§ **INSTRUCTIONS TO FOLLOW**
Begin with the first line of the entries below. Copy each line exactly, stopping after the one that contains "0 #4a1f2b) drop-shadow(-1px".

§ **DATASET EXTRACT**
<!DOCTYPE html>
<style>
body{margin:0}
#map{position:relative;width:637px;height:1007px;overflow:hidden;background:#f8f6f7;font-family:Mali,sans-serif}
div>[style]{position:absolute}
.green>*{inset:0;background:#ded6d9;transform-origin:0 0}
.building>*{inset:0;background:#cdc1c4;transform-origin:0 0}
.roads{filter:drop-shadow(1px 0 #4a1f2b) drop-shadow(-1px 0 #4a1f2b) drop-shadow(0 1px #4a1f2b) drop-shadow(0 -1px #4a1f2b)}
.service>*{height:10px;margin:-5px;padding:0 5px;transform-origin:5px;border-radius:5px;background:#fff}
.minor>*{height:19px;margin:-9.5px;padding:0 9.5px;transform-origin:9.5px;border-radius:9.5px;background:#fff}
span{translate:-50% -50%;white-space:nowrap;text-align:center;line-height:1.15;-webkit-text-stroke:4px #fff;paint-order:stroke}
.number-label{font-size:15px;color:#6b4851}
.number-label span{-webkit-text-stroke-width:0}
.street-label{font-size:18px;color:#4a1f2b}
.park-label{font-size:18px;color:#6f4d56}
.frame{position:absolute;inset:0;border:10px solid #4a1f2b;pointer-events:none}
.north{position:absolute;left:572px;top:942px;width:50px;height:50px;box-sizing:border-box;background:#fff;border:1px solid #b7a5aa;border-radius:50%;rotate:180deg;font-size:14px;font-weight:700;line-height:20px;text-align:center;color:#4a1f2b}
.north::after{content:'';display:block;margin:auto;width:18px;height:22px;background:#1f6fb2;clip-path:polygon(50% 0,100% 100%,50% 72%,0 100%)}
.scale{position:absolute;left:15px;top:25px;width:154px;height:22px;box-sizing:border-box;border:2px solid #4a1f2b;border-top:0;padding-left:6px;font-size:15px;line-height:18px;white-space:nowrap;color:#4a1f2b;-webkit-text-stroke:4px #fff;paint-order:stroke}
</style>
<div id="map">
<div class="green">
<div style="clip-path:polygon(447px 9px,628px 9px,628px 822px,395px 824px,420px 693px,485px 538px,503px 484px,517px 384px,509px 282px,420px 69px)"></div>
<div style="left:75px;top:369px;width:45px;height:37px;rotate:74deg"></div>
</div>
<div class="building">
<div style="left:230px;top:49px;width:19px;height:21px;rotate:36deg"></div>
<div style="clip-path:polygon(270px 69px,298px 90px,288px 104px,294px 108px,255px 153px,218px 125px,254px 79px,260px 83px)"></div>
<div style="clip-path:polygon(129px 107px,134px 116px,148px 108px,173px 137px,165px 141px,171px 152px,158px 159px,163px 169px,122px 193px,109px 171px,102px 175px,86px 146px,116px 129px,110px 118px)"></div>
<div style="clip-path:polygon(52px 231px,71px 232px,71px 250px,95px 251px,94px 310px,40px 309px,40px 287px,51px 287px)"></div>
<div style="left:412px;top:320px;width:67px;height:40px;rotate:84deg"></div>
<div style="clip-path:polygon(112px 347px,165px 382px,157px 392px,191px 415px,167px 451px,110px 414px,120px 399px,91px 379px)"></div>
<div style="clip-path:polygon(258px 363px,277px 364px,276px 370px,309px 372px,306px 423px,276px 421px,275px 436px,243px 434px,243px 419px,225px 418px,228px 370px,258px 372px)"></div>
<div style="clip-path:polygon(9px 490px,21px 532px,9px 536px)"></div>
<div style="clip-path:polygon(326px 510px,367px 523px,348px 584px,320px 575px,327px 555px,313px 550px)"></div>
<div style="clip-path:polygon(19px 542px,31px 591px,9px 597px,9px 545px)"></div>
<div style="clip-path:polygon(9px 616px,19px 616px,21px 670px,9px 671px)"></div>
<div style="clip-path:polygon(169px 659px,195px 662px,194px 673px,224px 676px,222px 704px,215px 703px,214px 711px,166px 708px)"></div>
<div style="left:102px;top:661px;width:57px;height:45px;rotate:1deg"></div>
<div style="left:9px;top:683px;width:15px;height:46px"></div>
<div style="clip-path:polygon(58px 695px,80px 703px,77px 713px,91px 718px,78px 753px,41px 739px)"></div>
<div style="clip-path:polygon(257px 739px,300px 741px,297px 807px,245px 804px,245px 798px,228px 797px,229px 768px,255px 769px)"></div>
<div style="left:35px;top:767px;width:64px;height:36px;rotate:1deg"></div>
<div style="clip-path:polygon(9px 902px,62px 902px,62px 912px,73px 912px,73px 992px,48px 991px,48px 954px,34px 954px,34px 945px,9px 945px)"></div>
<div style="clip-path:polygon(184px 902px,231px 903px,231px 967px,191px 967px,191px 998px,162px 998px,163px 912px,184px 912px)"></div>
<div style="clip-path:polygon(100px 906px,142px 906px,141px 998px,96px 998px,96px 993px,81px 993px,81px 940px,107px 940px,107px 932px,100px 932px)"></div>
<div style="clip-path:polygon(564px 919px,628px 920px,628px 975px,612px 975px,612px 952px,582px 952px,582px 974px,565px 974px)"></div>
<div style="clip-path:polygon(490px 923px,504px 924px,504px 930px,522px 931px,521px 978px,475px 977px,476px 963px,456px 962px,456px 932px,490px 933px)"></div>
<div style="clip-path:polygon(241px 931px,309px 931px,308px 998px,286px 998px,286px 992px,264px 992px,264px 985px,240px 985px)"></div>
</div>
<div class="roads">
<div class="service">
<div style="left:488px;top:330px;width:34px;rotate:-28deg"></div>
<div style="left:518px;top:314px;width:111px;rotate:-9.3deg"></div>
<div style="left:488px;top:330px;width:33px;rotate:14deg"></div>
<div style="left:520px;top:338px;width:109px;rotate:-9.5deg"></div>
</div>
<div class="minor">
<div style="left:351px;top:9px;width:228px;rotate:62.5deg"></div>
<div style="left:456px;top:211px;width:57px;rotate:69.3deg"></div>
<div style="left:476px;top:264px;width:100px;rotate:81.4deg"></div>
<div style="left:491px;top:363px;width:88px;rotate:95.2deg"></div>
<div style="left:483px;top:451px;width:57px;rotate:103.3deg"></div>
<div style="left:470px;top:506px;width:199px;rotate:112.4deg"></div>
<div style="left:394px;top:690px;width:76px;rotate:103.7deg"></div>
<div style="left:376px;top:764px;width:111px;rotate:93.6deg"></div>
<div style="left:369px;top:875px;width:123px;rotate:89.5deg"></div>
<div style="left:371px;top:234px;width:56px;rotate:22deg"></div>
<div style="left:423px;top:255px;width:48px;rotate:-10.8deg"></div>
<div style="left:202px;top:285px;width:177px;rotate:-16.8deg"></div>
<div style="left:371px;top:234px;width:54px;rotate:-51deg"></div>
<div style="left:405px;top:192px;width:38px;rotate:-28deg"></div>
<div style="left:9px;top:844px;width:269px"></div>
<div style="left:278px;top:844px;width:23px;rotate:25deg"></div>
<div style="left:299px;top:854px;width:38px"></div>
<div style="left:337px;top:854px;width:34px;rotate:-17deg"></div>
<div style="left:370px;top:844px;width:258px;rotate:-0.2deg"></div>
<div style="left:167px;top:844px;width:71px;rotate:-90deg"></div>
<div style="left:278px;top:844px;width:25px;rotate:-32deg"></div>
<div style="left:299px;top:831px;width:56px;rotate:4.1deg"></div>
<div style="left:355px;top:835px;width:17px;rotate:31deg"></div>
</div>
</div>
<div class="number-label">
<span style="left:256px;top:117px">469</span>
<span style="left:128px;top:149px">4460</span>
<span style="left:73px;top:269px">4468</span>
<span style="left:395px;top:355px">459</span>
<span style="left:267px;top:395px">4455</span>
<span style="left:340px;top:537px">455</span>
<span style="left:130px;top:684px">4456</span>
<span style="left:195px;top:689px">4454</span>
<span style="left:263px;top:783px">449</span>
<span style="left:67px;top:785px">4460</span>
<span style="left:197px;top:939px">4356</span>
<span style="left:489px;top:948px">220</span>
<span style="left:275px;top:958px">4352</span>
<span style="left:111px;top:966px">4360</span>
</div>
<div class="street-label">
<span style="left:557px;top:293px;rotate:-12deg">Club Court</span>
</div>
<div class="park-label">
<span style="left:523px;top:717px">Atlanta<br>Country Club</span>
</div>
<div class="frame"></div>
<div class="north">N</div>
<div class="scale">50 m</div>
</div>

§ **WRITTEN RESPONSE**
<!DOCTYPE html>
<style>
body{margin:0}
#map{position:relative;width:637px;height:1007px;overflow:hidden;background:#f8f6f7;font-family:Mali,sans-serif}
div>[style]{position:absolute}
.green>*{inset:0;background:#ded6d9;transform-origin:0 0}
.building>*{inset:0;background:#cdc1c4;transform-origin:0 0}
.roads{filter:drop-shadow(1px 0 #4a1f2b) drop-shadow(-1px 0 #4a1f2b) drop-shadow(0 1px #4a1f2b) drop-shadow(0 -1px #4a1f2b)}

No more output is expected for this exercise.